My kit consists of a Nikon D7100, Nikon 70-300mm VR, Sigma 10-20mm Extension tubes and a Raynox Macro conversion Lens, LR6.
I would like another lens, not to expensive, would a lens around 100mm size make up my kit. I enjoy all types of photography so any idea's please.
Also an amateur :mrgreen:


----------



## tspear (Sep 17, 2015)

Define not expensive. I have a Canon 6D with just two Sigma lens. 
Sigma 35MM 1.4
Sigma 70-200MM 2.8

So far seems to cover everything I have wanted to shot. Both lenses have worked great for the past year.

Tim


----------



## clee01l (Sep 17, 2015)

The Nikon 105 Micro is a great macro lens.  The 85mm f1.8 is a sweet lens for the price.  It depends on which type of shooting you plan to use the lens for.  I have both.

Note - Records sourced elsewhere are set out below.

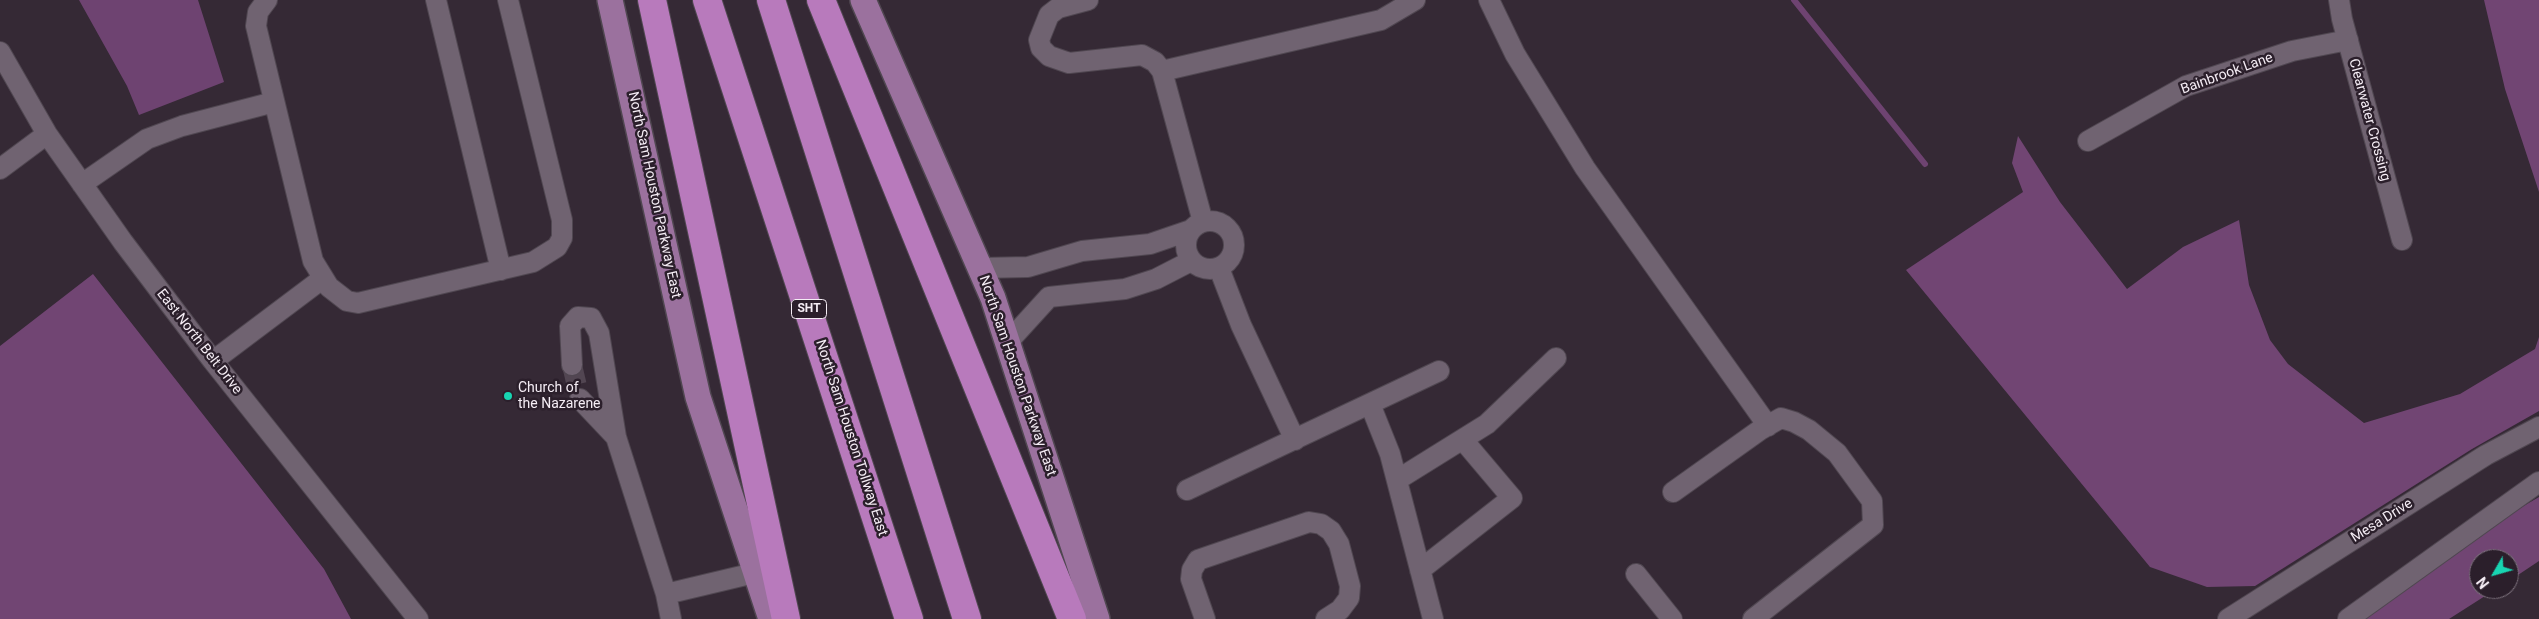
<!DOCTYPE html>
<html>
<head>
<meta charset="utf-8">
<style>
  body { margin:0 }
  #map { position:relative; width:2539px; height:619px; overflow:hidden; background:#352935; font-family:Roboto,sans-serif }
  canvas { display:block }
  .north { position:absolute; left:2469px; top:549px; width:50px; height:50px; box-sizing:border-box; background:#2b1f2b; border:1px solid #7c717c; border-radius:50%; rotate:232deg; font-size:14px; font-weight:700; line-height:20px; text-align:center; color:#f5edf5 }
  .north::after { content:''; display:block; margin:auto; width:18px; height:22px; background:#18d5b2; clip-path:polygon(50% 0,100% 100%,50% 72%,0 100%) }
</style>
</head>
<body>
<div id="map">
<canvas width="2539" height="619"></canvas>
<div class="north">N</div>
</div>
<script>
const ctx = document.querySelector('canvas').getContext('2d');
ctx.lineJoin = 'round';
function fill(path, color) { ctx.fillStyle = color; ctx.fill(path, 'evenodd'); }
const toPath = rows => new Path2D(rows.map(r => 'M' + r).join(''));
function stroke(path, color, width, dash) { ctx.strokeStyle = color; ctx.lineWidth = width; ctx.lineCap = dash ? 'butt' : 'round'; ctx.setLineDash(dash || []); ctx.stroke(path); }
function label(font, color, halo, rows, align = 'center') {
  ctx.font = font + ' Roboto,sans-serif'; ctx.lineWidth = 5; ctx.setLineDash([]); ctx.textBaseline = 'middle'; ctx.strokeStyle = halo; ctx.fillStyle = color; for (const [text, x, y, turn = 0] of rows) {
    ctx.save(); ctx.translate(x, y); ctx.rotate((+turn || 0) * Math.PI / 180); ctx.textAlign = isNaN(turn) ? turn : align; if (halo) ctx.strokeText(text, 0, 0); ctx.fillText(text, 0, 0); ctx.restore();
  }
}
fill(toPath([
  [2484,0,2539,0,2539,192,2505,89],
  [2018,136,2060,202,2127,289,2183,247,2239,220,2249,285,2270,340,2288,364,2364,423,2460,394,2535,349,2539,337,2539,411,2472,449,2255,586,2207,587,2150,567,1906,270,2023,192,2012,163],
  [93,274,324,569,351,619,0,619,0,346],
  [2539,497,2539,561,2509,581,2509,559,2479,559,2479,589,2496,589,2449,619,2360,619,2515,511]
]), '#714573');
fill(toPath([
  [79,0,198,0,224,82,139,115,127,86]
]), '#6e4371');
stroke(toPath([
  [1794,0,1925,164]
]), '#6e4371', 6);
stroke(toPath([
  [572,365,580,399]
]), '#524652', 20, [20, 10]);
const minor = toPath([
  [267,0,258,12,256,26,313,261,329,287,347,301,358,303,533,262,557,247,562,238,562,220,508,0],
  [436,0,501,270],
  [1088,0,1058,8,1049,15,1039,40,1041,48,1049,56,1069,63,1142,55,1155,62,1162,71,1203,222],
  [1489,0,1515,54,1585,168,1768,426],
  [2339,0,2342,19,2402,240],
  [0,52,47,134,123,242,213,361,418,619],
  [1162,71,1381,20,1415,0],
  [2088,141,2186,86,2292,51,2348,40],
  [0,169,47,134],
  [82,184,147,139,182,126,274,102],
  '1186 245a24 24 0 1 1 48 0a24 24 0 1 1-48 0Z',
  [980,268,1028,267,1082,251,1150,244,1191,230],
  [1219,268,1241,325,1295,440],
  [1008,342,1049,297,1125,289,1156,279,1191,261],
  [213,361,322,279],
  [572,365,570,326,578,317,591,318,599,333,616,437,580,399],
  [1370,404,1390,454,1433,619],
  [616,437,666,594,771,569],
  [1397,480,1487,424,1556,358],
  [1187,490,1439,371],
  [1673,492,1760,430,1781,418,1794,422,1809,430,1837,453,1872,501,1873,525,1753,619],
  [1420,570,1512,498,1463,440],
  [1636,574,1672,619],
  [666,594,671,619],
  [1205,619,1191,579,1192,570,1198,560,1309,522,1321,524,1331,531,1339,544,1350,586,1349,598,1340,610,1326,619],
  [2228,619,2486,455,2539,427],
  [2348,619,2539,482]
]);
const major = toPath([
  [610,0,698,397,771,619],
  [863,0,993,298,1097,619]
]);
const highway = toPath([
  [652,0,786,619],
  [707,0,909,619],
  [771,0,967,619],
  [821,0,1072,619]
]);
stroke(minor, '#504751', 22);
stroke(major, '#504751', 28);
stroke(highway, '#504751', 30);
stroke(minor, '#706371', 20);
stroke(major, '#9b719e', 25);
stroke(highway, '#b87abc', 28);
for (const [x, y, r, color] of [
  [508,396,5,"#18d5b2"]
]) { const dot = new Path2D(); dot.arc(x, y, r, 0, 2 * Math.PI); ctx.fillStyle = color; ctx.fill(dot); stroke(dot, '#2b1f2b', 2); }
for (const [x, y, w] of [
  [809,309,35]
]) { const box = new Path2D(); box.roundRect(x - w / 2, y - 9.5, w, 19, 4); ctx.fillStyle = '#2b1f2b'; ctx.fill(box); stroke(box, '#f5edf5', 1); }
label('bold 12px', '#f5edf5', null, [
  ["SHT",809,309]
]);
label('14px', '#f5edf5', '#2b1f2b', [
  ["Bainbrook Lane",2227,74,-20],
  ["Clearwater Crossing",2369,120,75],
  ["North Sam Houston Parkway East",654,195,78],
  ["East North Belt Drive",199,342,52],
  ["North Sam Houston Parkway East",1017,376,71],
  ["North Sam Houston Tollway East",851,438,72],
  ["Mesa Drive",2382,521,-32]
]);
label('14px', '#f5edf5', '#2b1f2b', [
  ["Church of",518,388],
  ["the Nazarene",518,404]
], 'left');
</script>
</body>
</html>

But tend to use my 28-300 as a walk about lens and unless it is for Macro, I'll not change lenses when there is sufficient light for the 28-300.


----------



## Jimmsp (Sep 17, 2015)

I have a Tamron 24-70mm., f/2.8 with vibration control. I use it for all my indoor shots of the grandkids, as well as a lot of other low light shots. It is one of the sharpest lens that I have. It was my primary walk around lens until I recently got the new Tamron 16-300mm.  The 24-70 will also fill a significant gap in your current capabilities.


----------